Bonnie played alongside the legendary bluesman Mississippi Fred McDowell at the 1970 Philly Folk Festival. At the Gaslight Café in New York, she was spotted by a Newsweek reporter who gave her a rave review. Soon afterwards she signed for Warner Brothers and went into the studio to make her first album.
Released in 1971 and produced by the singer and pianist Willie Murphy, Bonnie Raitt is a collection of mainly blues cover versions, although there are two of her own songs, of which one, Thank You, is probably my favourite track.
Two further songs are by Bonnie’s mentor Sippie Wallace. A few years later Bonnie and Sippie would duet on one of them, Women Be Wise, at the American Music Hall in San Francisco.

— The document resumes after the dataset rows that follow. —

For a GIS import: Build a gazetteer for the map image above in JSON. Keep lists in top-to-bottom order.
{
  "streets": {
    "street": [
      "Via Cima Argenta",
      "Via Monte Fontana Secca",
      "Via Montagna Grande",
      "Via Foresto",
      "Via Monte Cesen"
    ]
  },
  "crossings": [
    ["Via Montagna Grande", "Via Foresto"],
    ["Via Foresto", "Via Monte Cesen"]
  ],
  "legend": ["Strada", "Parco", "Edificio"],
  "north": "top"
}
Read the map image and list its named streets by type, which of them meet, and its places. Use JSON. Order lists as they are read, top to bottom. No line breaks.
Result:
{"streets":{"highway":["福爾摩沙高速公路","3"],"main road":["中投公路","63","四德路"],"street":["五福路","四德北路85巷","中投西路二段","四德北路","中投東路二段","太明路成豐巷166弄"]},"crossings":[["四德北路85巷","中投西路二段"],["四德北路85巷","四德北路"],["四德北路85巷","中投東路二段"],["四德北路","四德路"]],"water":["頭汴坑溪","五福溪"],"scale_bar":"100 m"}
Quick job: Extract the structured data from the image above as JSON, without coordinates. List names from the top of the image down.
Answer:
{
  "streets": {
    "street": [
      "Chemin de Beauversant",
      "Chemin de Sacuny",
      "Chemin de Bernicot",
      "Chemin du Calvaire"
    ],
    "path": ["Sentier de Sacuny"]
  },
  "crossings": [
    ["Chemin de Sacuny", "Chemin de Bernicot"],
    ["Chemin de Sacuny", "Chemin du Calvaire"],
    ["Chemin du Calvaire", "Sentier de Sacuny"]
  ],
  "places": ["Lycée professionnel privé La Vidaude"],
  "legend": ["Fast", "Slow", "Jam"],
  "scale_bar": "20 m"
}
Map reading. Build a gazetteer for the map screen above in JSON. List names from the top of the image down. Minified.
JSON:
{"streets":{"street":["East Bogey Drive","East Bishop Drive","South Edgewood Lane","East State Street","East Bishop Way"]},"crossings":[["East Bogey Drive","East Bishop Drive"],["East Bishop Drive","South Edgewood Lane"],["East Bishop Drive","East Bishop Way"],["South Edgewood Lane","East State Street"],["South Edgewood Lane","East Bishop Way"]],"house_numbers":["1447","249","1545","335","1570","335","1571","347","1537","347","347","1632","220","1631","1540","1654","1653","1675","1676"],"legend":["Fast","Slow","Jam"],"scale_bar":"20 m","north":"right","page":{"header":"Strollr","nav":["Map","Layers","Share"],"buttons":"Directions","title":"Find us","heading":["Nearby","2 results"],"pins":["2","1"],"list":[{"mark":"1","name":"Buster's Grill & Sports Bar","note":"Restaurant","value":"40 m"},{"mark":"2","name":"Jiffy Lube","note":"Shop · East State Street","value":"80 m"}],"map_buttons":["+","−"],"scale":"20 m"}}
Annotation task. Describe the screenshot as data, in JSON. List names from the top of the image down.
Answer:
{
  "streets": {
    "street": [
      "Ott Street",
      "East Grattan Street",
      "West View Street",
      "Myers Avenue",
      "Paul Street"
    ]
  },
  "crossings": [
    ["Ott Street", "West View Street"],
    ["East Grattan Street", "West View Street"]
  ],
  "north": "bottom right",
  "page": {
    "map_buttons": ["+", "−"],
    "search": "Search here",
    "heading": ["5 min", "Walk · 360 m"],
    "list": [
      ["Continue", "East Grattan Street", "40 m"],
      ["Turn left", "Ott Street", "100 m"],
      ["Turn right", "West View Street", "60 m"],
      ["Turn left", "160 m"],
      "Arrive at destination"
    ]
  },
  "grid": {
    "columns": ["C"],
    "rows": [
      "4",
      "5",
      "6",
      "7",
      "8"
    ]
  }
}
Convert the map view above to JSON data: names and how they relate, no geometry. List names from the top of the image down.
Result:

Bonnie Raitt was warmly reviewed but sales were disappointing. Undeterred, she was soon back in the studio for 1972’s Give It Up, a more ambitious project combining rock and folk influences with the blues. It begins with the self-penned Give It Up Or Let Me Go, which starts out with bottleneck acoustic quickly joined by a Dixieland-style brass band.
The highlights of the LP for me are the Joel Zoss song Too Long at the Fair, Jackson Browne’s Under the Falling Sky and the superb final track, Love Has No Pride, which was written by Eric Kaz and Libby Titus. Production was by Michael Cuscuna. Again the album was a hit with the critics, and again its sales figures sucked. It didn’t help that Bonnie was none too keen on performing in public, declaring: ‘I don’t want to be a star.’
For 1973’s Takin’ My Time, the great Lowell George of Little Feat was enlisted as producer but was replaced by John Hall of the rock band Orleans after Lowell and Bonnie developed more than just a working relationship. She gave an interview in the 1980s in which she said: ‘Takin’ My Time is one of my favourite records to listen to, although I started out with Lowell producing it, and he and I got too close to be able to have any objectivity about it. That’s the problem when you’re a woman and you get involved with the people you work with – and I don’t just mean romantically. It becomes too emotional. It’s hard to have a strong woman telling the man her ideas when, in fact, the man wants to take over the situation. So that album had a lot of heartache in it. At the time it was a difficult one to make, but now I like it.’
I agree with Bonnie – of all her albums, this one is my favourite. Joel Zoss provides another classic song with I Gave My Love a Candle and Eric Kaz likewise with Cry Like a Rainstorm.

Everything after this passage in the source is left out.